Wenn ich mit meinen Versuchen, ihre Erinnerung auszulöschen, Erfolg haben werde, kann ich das Mädchen vielleicht auf den Weg zu einem normalen Leben bringen. Aber wenn alles ausgelöscht ist, woher soll dann Erinnerung kommen? Wenn sie vergisst, wer wird sich für sie erinnern?
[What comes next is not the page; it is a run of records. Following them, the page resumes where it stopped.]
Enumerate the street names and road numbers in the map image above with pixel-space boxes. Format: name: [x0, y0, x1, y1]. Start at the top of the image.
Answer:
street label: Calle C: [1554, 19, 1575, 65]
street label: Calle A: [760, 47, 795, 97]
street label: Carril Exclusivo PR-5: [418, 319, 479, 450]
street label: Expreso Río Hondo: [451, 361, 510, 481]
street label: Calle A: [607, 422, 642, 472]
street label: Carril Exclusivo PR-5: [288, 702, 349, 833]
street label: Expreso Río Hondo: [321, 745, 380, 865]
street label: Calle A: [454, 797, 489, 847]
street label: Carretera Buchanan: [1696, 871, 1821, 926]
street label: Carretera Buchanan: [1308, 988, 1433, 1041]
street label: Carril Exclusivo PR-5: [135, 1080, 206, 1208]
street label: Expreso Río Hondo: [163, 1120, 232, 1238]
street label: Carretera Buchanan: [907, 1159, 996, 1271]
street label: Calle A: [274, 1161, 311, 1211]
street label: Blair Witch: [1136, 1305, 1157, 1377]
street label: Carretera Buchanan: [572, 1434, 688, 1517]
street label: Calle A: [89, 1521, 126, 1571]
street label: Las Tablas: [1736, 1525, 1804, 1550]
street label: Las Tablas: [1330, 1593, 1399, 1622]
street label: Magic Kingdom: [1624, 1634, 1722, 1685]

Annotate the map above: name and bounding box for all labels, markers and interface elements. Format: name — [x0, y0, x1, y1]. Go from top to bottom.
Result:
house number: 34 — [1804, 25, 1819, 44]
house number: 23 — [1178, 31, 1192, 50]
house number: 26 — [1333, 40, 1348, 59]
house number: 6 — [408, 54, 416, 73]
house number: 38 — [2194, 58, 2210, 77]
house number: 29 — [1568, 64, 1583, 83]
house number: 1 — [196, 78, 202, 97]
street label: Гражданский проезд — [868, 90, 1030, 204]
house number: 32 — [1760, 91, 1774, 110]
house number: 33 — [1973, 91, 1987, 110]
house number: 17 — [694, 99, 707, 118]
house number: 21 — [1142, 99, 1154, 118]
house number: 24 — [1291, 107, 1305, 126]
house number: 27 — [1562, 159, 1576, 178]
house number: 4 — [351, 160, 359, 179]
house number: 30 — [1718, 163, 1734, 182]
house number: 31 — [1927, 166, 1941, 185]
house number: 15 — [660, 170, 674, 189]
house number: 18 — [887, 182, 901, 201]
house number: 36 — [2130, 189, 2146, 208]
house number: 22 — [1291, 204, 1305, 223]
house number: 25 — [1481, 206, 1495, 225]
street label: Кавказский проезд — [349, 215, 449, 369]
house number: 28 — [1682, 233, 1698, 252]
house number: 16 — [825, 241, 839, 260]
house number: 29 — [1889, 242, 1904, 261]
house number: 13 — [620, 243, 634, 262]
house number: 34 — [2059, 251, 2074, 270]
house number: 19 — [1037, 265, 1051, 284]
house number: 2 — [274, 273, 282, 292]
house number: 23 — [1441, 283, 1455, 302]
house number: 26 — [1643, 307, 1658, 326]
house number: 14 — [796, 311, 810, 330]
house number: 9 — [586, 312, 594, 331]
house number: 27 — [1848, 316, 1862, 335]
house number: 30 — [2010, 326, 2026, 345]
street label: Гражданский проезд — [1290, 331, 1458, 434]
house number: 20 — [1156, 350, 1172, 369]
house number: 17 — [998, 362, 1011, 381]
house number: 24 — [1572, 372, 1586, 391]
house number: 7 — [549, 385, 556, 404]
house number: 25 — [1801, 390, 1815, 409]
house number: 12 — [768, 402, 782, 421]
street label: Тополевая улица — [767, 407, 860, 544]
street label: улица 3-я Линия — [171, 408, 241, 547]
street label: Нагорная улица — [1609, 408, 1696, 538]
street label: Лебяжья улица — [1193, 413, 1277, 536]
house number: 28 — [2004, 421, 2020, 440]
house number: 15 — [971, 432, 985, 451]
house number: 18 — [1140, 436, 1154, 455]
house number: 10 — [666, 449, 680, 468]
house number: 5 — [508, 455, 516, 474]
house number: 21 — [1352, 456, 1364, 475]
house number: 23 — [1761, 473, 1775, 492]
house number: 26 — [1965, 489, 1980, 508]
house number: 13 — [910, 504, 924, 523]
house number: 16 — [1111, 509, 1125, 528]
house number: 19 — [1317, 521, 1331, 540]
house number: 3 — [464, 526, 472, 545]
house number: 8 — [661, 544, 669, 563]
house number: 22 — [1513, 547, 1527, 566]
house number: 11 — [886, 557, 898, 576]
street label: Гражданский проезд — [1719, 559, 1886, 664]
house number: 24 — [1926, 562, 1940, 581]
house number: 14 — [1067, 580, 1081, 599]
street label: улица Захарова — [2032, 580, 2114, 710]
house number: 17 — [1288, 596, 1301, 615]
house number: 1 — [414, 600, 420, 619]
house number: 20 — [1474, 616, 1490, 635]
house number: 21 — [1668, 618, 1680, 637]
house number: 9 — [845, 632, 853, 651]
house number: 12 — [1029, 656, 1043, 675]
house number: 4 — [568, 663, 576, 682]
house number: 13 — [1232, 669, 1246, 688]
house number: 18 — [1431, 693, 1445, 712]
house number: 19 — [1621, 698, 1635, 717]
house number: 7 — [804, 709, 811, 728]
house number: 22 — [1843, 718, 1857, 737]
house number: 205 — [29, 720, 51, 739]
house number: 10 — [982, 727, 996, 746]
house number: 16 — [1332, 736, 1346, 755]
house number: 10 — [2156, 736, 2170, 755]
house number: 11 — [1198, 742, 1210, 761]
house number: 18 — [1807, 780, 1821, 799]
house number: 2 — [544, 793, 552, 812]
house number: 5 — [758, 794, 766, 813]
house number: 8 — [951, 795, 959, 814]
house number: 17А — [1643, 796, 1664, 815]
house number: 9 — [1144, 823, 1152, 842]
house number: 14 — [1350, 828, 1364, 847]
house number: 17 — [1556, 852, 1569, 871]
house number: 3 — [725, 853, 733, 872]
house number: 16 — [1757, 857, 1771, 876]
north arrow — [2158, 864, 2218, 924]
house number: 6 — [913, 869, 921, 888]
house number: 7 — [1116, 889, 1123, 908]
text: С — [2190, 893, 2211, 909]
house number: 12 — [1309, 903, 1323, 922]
Wir alle sind dazu verdammt, die Via Dolorosa entlangzugehen, aber jeder Mensch versucht, wenn er an der Reihe ist, aus der Prozession zu fliehen. Die bequemste Haltung ist es, vom Wegrand aus den Menschen zu betrachten, der unter der Last zusammenbricht. Wir alle stoßen einen Seufzer der Erleichterung aus, manche im Herzen, manche offen, wenn wir erkennen, dass unser Nächster das Kreuz zu tragen hat, nicht wir.
14. September 1944
Tag der Erhöhung des heiligen Kreuzes
An diesem Tag, im Jahre dreihundertsechsundzwanzig, wurde das echte Kreuz entdeckt, und in der Stadt der Juden wurde die Grabeskirche errichtet.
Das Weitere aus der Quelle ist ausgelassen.